North

Cancer survivor says travelling south for chemo left her 'drained'

Cancer patients who were undergoing chemotherapy treatment at Stanton hospital in Yellowknife have been transferred to a facility in Edmonton. N.W.T. health officials aren't sure when the service will return.

N.W.T. health authority says more time is needed to improve cancer treatment program in Yellowknife

Kelsey McGinley, right, is pictured with her fiancé Brent Townend. She is now cancer-free, but said travelling between Edmonton and Hay River for her chemotherapy treatment in 2016 was draining. (Submitted by Christina Marie Photography)

Northwest Territories residents requiring chemotherapy treatment will have to keep travelling to Edmonton in order to get it.

The N.W.T. Health and Social Services Authority has announced the service won't be returning to Stanton Territorial Hospital in Yellowknife this month, as was originally intended.

In fact, officials are not sure when the service will return.

In a Feb. 12 update, the health authority said it is facing a number of challenges that have postponed the return of chemotherapy services to the hospital.

Health officials say they will keep the public abreast of updates when they become available. (Kirsten Murphy/CBC)

Those include issues co-ordinating staff schedules so they can receive training, and the potential need to purchase new equipment.

"This process is affected by external factors and at this time it is not possible to provide an accurate timeline for this work to be complete," states the update posted online.

Chemotherapy services were temporarily put on hold in December, after Cancer Control Alberta conducted a review of cancer care and chemotherapy treatment at Stanton.

A number of suggestions to improve services came out of the review, including more training for staff and policy improvements.

However, the health authority said in its update that it — not Cancer Control Alberta — made the decision to put the chemotherapy program on pause in order to improve it.

It added it is "not aware of any harm caused by the chemotherapy program as it was operating before suspension."

Cancer patients who were undergoing chemotherapy treatment at Stanton have since been transferred to the Cross Cancer Institute in Edmonton, according to the health authority.

There were 30 people affected by the suspension in December.

Exhausting treatment

Kelsey McGinley, of Hay River, runs a cancer sharing circle for those affected by the disease.

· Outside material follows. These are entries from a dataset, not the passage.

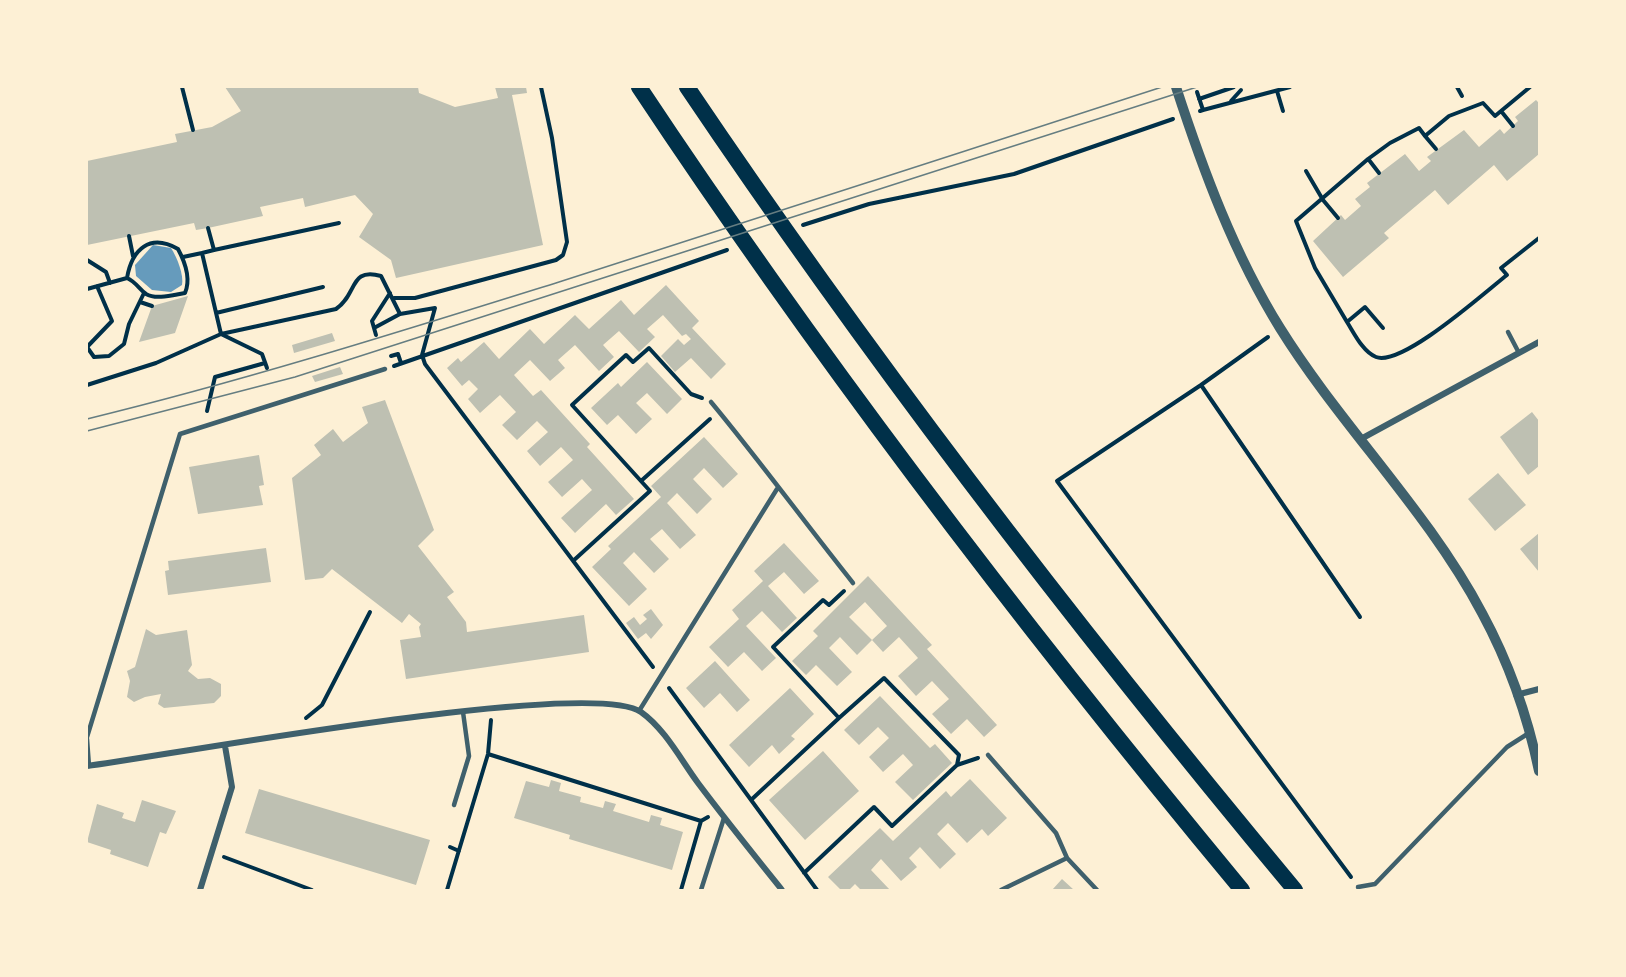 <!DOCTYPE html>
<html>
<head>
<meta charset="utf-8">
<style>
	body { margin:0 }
	#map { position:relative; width:1626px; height:977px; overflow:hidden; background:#fdf0d5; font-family:Mulish,sans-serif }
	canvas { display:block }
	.frame { position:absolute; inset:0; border:88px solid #fdf0d5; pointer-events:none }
</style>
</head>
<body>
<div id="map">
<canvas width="1626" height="977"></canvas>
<div class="frame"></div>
</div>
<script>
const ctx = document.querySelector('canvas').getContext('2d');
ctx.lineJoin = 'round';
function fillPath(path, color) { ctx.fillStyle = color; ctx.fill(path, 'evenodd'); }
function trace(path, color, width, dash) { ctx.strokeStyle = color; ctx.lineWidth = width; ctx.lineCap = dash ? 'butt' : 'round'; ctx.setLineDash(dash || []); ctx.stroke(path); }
fillPath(new Path2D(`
	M153,245L171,248C177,257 184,275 182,285L171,292L152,290L136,276L135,265Z`), '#669bbc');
fillPath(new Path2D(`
	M225,87H418L419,93L455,107L498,98L495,87H526L527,93L512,95L543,245L396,278L391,260L359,237L373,214L355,195L305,207L303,198L260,207L263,216L208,228L196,230L194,223L87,245V161L177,142L175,134L212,127L241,111Z
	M1536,100L1539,103V154L1507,181L1494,165L1448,205L1435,190L1384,233L1389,238L1343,277L1313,241L1341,215L1345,220L1361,206L1355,199L1370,187L1367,183L1405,154L1419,171L1431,161L1427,157L1464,130L1479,147L1500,129L1504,134L1518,121L1515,117Z
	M666,285L699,321L692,328L726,364L711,379L691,358L675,372L661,356L678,339L684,345L691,339L686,334L682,336L663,315L647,329L655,337L639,352L619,331L603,345L614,357L599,371L575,345L558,360L565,368L550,381L530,360L514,375L533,396L541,390L590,444L587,447L634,499L616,515L606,504L575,533L561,518L592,490L582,479L562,497L548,482L573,460L561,447L540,466L527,451L548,432L537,421L517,440L502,425L516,412L500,395L480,413L468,399L478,389L469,380L462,386L447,368L458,358L461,362L484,342L499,359L530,329L544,344L575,315L589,329L621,300L634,315Z
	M188,296L175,333L139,342L152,306Z
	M332,333L335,341L294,353L292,345Z
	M647,362L682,399L667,414L647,393L636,403L652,419L636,434L618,415L607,425L591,408L618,383L621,387Z
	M340,367L343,374L315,382L312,376Z
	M385,400L434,530L418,546L454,592L447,597L466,622L467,632L584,615L589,652L406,679L400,640L421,637L419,627L421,624L409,614L402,623L332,569L323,578L305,580L292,478L321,455L314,445L333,429L343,442L368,423L362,407Z
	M1532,412L1539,421V466L1528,475L1500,437Z
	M704,437L738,474L723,488L704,468L693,479L712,499L697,514L677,493L667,503L696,535L680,549L662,529L650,539L669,559L654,573L634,552L623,563L647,589L629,606L592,567L611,549L608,546L661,497L651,486Z
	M259,455L264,485L259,486L263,505L198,514L189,467Z
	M1498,473L1526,505L1495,531L1468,499Z
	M1539,533V572L1520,549Z
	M784,543L819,581L804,594L784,572L768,586L797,618L782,632L762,611L746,626L776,658L762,671L744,652L728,667L709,647L739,619L732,610L763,581L754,571Z
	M266,548L271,582L168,595L165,571L169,570L168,561Z
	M868,576L932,645L927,649L997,725L984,737L967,719L951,734L932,714L949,699L932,681L916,696L898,676L918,658L899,637L883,652L872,640L857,655L840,637L829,648L852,672L837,686L816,665L806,675L792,661L818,636L813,631ZM865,602L887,626L872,640L849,617Z
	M651,609L663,625L651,639L646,633L638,639L626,623L634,617L640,625L647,619L643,615Z
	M146,629L156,635L187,630L192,665L188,671L198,679L210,678L221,684V696L214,703L164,708L158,704L161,694L145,697L134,702L127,697L130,681L127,671L135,667Z
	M715,661L750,700L737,712L720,693L704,708L686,688Z
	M790,688L814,714L791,736L795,739L779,754L772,745L749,767L729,745Z
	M880,696L930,748L935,744L952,763L913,800L895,782L913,765L903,754L883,772L869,757L889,738L878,727L859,745L844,730Z
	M823,751L859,791L805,840L769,800Z
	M970,779L1007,818L988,836L982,829L967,843L948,823L937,834L956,854L940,869L920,847L909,858L917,867L901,881L881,859L871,870L890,890H861L855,884L849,890H841L828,877L880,828L893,841L946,791L951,797Z
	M551,780L561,783L559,791L581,797L580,802L603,808L605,801L616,804L613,811L649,822L651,815L662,818L660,825L683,832L672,870L569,839L570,835L514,818L526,781L549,787Z
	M259,789L430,840L416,885L245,833Z
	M142,800L176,811L166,834L160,832L148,867L110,854L111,850L87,842L97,804L124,813L122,818L135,822Z
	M1062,879L1074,890H1052Z`), '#bec0b2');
trace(new Path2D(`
	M182,87L193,130
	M1457,87L1462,96
	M1277,91L1283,111
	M1197,92L1203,110L1200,111
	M1199,99L1234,87
	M1231,101L1241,90
	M1203,110L1290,87
	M1501,111L1513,126
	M1425,136L1436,149
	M1369,160L1379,173
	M1306,171L1323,200L1338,218
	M803,225L869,204L1014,174L1173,119
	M208,228L214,250L202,253L221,334L262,354L267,368
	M129,236L133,256
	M214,250L339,223
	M183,257L202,253
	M87,260L106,272L110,283
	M97,286L112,321L87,347L94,357L109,356L124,344L129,324L144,293
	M87,289L127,278C132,249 150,233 178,249C185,262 191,279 185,293C173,295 156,300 146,294C139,289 136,282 127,278
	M394,298H415L556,260L563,255L567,242L552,138L541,87
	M140,302L152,306
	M216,313L323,287
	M1347,322C1354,333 1363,352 1376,357C1402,367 1485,292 1507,275L1501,268L1539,238
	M374,328L400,314
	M1383,328L1365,307L1347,322L1315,268L1296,221L1368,159L1390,143L1419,128L1425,136L1449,116L1483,103L1495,116L1530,87
	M376,335L372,321L390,293
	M1268,337L1201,385L1057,481L1351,877
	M391,356L398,354L401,363
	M394,366L727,250
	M87,385L156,363L221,334L336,309C358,294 349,267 381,276L400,314L435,308L422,355L425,364L653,667
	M1201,385L1360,617
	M207,411L215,377L265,363
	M641,481L710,419
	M573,561L650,491L572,405L626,355L633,362L649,348L691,394L702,398
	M669,688L817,890
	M306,718L322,705L370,612
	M839,718L884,678L959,755L957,765
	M488,754L701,821
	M751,800L839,718L773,647L823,600L829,605L844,591
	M450,847L459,851
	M224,857L312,890
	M804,873L874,807L892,826L957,765L978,758
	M447,890L488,754L491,720
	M681,890L701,821L708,817`), '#003049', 4);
trace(new Path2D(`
	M1508,332L1519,353
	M711,402C760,461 805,523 853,583
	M639,711L777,489
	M87,737L180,434L385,369
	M87,739L89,766
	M988,755L1056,833L1067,858L1097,890
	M454,805L469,756L463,712
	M1358,887L1375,884L1507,747L1529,733
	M701,890L724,818
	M1001,890L1067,858`), '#3f606c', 4.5);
trace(new Path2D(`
	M1359,440L1539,342
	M1516,695L1539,689
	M87,766C171,755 591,677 641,712C665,729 681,760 698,783C725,819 754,855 782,890
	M200,890L232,787L225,746`), '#3f606c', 6);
trace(new Path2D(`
	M1176,87C1203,170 1234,254 1280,328C1341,426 1428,511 1482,613C1508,661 1528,718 1539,771`), '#3f606c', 10);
trace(new Path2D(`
	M639,87C824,366 1028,632 1242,890
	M687,87C875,366 1080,632 1295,890`), '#003049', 16);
trace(new Path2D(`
	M87,419C247,380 402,331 559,282C761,218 961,152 1162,87
	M87,431L295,377L1197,87`), '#657d81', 1.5);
</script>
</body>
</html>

The 32-year-old was diagnosed in 2016 with a rare form of cancer called choriocarcinoma, which normally forms in a woman's uterus, but started on the outside of her cervix.

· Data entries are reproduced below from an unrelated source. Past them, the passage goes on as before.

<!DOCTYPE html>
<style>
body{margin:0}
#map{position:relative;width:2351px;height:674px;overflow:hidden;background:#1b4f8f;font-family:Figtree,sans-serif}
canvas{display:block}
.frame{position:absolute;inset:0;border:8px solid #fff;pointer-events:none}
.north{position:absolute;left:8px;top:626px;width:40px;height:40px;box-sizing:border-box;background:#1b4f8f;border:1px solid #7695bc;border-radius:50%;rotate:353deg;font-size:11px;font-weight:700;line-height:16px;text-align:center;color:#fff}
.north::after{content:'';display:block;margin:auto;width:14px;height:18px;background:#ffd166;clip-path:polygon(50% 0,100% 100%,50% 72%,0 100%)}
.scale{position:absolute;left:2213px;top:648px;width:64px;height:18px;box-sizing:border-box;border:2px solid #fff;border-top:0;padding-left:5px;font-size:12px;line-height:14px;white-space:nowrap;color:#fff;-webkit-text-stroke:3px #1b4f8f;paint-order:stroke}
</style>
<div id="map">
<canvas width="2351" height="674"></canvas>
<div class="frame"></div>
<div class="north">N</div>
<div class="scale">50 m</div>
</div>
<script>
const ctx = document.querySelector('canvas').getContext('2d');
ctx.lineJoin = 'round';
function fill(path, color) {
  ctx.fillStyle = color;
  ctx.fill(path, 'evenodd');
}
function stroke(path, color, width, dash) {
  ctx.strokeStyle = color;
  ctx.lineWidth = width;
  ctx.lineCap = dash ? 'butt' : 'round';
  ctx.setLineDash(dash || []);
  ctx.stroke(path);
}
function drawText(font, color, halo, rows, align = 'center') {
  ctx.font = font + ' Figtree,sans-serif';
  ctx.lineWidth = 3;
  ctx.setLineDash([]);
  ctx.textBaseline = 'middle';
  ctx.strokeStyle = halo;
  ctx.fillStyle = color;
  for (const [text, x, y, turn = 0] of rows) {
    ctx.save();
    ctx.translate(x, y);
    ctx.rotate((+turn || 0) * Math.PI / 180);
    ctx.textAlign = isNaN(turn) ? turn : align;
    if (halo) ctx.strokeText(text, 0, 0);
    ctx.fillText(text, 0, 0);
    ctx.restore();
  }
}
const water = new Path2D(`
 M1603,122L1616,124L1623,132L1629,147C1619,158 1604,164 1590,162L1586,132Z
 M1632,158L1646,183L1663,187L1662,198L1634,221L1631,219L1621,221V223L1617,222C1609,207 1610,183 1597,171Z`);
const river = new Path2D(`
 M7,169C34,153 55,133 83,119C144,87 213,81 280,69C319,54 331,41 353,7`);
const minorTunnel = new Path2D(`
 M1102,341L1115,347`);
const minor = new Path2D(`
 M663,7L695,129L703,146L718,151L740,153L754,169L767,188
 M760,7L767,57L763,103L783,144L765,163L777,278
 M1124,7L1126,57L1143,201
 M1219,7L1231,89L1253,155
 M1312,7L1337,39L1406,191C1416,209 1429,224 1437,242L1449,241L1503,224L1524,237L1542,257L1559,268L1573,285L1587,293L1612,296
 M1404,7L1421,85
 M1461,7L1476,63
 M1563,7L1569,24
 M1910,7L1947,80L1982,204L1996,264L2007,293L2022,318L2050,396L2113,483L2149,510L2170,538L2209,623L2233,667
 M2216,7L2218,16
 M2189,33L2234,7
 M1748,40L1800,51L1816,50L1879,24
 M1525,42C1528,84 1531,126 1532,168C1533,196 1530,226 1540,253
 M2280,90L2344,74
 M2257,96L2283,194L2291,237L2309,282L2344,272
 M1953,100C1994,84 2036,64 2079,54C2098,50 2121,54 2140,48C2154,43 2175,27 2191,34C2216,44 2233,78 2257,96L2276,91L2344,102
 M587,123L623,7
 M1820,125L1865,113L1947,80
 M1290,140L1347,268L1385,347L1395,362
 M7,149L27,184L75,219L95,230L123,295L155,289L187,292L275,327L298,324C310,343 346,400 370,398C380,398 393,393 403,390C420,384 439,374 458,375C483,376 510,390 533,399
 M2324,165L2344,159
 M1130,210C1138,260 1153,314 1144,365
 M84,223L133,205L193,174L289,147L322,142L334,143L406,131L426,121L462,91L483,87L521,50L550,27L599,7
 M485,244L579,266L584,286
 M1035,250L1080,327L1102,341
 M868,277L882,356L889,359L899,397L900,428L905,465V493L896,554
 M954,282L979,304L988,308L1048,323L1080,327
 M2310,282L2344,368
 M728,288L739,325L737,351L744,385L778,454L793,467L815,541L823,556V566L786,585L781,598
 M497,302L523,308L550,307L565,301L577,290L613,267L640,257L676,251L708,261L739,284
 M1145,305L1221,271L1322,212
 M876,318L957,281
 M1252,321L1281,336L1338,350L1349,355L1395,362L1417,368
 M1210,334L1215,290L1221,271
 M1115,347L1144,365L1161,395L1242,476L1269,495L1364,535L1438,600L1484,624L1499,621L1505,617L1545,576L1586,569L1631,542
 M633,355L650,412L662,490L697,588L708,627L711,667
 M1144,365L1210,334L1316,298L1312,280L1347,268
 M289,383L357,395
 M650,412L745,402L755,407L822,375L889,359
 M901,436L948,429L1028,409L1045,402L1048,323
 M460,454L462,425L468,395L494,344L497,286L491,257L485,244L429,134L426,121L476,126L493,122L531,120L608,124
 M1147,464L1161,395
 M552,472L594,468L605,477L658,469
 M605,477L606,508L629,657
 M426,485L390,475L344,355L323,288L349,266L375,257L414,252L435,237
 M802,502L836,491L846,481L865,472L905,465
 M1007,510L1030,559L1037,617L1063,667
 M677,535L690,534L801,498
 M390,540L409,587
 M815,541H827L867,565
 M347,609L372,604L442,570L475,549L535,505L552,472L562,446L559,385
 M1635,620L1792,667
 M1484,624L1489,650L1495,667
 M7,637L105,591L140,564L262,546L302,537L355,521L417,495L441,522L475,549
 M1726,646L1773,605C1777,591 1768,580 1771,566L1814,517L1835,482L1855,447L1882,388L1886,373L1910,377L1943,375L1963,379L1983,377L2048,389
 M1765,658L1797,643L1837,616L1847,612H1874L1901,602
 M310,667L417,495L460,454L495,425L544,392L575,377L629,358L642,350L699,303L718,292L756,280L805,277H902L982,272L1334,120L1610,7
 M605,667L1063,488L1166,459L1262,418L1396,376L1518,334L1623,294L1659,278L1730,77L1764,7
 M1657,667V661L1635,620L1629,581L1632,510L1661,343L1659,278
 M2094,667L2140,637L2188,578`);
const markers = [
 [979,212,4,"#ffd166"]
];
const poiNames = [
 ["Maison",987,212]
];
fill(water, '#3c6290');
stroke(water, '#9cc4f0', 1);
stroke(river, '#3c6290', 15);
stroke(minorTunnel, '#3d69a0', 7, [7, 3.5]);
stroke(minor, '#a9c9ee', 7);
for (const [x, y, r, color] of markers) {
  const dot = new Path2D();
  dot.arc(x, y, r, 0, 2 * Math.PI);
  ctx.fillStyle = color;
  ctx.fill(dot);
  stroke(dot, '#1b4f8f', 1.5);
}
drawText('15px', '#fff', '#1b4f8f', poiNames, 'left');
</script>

Although she has been cancer-free since that summer, she underwent an exhausting, four-month stretch of chemotherapy in Edmonton that required her to travel back and forth to Hay River in order to see her two young children.

Some days, she spent eight hours receiving treatment at the hospital, leaving her feeling tired and ill.

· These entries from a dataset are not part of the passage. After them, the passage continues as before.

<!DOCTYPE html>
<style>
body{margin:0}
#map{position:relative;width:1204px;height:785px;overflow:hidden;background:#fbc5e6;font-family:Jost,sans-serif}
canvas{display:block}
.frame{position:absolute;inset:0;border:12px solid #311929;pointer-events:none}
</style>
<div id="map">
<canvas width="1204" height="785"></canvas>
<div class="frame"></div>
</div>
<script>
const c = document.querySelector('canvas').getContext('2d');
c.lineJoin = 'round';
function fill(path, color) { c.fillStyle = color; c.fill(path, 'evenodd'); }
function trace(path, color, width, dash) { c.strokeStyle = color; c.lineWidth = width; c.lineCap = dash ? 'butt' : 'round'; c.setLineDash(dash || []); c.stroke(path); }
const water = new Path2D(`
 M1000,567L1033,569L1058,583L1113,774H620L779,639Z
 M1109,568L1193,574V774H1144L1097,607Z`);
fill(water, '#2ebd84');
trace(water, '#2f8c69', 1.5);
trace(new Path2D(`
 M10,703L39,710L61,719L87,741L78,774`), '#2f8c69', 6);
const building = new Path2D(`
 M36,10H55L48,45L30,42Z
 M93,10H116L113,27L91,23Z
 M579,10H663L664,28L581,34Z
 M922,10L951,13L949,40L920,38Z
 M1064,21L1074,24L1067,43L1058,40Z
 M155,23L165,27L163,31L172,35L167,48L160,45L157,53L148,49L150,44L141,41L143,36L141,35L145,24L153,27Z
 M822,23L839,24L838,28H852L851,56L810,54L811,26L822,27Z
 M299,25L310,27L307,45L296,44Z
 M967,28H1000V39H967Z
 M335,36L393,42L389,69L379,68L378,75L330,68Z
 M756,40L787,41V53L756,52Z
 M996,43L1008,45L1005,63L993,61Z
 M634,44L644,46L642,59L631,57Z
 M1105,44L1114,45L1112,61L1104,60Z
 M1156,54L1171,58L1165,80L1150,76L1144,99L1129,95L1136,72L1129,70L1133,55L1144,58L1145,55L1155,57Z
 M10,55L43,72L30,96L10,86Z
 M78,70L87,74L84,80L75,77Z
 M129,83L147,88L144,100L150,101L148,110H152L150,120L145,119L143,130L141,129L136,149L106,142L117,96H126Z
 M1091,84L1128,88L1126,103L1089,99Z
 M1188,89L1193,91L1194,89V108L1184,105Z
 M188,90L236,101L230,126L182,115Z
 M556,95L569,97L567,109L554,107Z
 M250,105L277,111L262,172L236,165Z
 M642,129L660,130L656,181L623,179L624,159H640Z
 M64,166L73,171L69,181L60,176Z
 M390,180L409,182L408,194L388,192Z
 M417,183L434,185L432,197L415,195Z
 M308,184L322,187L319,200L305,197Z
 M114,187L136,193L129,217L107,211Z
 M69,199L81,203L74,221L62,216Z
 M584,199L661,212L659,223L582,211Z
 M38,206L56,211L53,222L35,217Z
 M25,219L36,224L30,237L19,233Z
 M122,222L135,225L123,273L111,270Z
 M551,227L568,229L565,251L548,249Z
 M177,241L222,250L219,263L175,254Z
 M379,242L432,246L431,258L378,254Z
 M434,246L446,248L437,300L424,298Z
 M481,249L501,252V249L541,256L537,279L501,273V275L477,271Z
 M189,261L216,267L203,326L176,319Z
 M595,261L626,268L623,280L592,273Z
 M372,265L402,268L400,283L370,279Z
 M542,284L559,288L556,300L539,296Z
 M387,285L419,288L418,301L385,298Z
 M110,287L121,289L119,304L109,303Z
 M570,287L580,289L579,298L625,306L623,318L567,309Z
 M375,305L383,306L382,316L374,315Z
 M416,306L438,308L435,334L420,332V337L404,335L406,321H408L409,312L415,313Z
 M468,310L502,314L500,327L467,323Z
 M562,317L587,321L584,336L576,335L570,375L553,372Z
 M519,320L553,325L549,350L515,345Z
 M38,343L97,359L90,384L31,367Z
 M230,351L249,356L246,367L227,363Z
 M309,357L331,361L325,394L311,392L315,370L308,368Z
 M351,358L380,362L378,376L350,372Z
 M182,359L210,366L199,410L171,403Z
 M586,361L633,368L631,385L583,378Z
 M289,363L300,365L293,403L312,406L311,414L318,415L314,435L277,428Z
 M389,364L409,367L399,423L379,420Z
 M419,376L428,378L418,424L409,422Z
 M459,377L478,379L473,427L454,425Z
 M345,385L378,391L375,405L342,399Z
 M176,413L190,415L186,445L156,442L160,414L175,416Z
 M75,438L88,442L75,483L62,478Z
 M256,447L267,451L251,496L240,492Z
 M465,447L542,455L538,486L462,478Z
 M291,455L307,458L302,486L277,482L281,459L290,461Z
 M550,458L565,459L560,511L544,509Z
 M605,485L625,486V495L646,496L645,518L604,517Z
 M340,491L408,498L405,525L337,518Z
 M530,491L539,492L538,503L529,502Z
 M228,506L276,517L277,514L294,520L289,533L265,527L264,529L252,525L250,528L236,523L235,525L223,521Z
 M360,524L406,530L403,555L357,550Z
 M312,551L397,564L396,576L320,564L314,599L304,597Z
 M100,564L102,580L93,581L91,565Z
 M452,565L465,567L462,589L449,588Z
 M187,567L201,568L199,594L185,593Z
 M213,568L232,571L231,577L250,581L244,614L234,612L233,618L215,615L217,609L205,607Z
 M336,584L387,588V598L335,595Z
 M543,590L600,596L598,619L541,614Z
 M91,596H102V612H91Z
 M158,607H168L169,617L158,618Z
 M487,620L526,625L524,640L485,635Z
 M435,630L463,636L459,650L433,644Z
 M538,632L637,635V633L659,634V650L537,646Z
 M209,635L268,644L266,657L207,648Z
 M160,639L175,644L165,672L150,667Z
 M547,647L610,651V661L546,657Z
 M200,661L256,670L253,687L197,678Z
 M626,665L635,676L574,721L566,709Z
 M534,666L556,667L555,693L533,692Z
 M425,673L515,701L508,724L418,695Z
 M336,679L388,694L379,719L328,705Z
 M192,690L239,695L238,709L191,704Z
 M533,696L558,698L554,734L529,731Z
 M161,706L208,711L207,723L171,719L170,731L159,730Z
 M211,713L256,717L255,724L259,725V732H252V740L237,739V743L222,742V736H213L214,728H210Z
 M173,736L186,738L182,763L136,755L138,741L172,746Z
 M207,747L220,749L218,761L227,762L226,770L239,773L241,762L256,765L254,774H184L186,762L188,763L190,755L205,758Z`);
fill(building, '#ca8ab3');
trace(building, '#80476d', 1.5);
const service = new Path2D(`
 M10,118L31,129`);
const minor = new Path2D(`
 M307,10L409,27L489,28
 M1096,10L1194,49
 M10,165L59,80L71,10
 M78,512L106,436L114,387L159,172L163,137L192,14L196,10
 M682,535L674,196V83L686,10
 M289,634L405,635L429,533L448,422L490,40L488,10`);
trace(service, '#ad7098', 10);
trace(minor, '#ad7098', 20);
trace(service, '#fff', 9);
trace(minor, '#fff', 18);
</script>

I would be so drained by the end of it that I couldn't even hold my head up.- Kelsey McGinley

"There was a lot of those four months that I couldn't even get out of bed on my own," said McGinley.

"So the airplane ride was really, really hard on me."

McGinley said she "could not imagine" what it's like for N.W.T. residents in more remote, northern communities to have to travel out of the territory to get the help they need.

"I couldn't even get out of bed to walk to the washroom by myself," she said.

"So taking a plane ride was really difficult for me, and I would be so drained by the end of it that I couldn't even hold my head up."

Updates coming

No one from the health authority was available to comment.

However, its update states patients have been informed of the continued service delay and will be kept abreast of any other changes.